▶ What to do
Each entry must be returned exactly. None may be omitted.

▶ Task inputs
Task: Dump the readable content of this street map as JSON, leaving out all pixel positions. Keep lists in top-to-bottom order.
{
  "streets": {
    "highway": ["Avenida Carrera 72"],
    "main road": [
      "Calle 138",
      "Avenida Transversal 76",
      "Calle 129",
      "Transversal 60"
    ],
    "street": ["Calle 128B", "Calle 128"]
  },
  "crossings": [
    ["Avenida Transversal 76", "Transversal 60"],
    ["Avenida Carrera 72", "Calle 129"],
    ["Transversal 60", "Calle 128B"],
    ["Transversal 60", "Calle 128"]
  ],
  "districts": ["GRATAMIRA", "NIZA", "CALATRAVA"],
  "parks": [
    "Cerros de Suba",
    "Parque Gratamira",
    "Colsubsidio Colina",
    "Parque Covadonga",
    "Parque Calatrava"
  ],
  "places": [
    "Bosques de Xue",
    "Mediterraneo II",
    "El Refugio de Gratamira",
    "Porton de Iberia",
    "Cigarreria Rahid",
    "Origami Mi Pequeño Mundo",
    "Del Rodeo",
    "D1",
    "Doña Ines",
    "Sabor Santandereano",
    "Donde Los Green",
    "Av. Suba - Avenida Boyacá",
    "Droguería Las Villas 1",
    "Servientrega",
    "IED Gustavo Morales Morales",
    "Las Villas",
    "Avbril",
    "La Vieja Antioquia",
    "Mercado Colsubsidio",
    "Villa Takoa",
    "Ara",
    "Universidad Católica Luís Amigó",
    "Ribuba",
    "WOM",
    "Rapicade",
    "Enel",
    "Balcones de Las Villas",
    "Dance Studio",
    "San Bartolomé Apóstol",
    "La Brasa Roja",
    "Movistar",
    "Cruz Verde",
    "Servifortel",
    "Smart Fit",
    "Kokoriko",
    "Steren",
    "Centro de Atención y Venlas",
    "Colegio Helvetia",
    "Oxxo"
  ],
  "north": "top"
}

▶ Task result
Task: Dump the readable content of this street map as JSON, leaving out all pixel positions. Keep lists in top-to-bottom order.
{
  "streets": {
    "highway": ["Avenida Carrera 72"],
    "main road": [
      "Calle 138",
      "Avenida Transversal 76",
      "Calle 129",
      "Transversal 60"
    ],
    "street": ["Calle 128B", "Calle 128"]
  },
  "crossings": [
    ["Avenida Transversal 76", "Transversal 60"],
    ["Avenida Carrera 72", "Calle 129"],
    ["Transversal 60", "Calle 128B"],
    ["Transversal 60", "Calle 128"]
  ],
  "districts": ["GRATAMIRA", "NIZA", "CALATRAVA"],
  "parks": [
    "Cerros de Suba",
    "Parque Gratamira",
    "Colsubsidio Colina",
    "Parque Covadonga",
    "Parque Calatrava"
  ],
  "places": [
    "Bosques de Xue",
    "Mediterraneo II",
    "El Refugio de Gratamira",
    "Porton de Iberia",
    "Cigarreria Rahid",
    "Origami Mi Pequeño Mundo",
    "Del Rodeo",
    "D1",
    "Doña Ines",
    "Sabor Santandereano",
    "Donde Los Green",
    "Av. Suba - Avenida Boyacá",
    "Droguería Las Villas 1",
    "Servientrega",
    "IED Gustavo Morales Morales",
    "Las Villas",
    "Avbril",
    "La Vieja Antioquia",
    "Mercado Colsubsidio",
    "Villa Takoa",
    "Ara",
    "Universidad Católica Luís Amigó",
    "Ribuba",
    "WOM",
    "Rapicade",
    "Enel",
    "Balcones de Las Villas",
    "Dance Studio",
    "San Bartolomé Apóstol",
    "La Brasa Roja",
    "Movistar",
    "Cruz Verde",
    "Servifortel",
    "Smart Fit",
    "Kokoriko",
    "Steren",
    "Centro de Atención y Venlas",
    "Colegio Helvetia",
    "Oxxo"
  ],
  "north": "top"
}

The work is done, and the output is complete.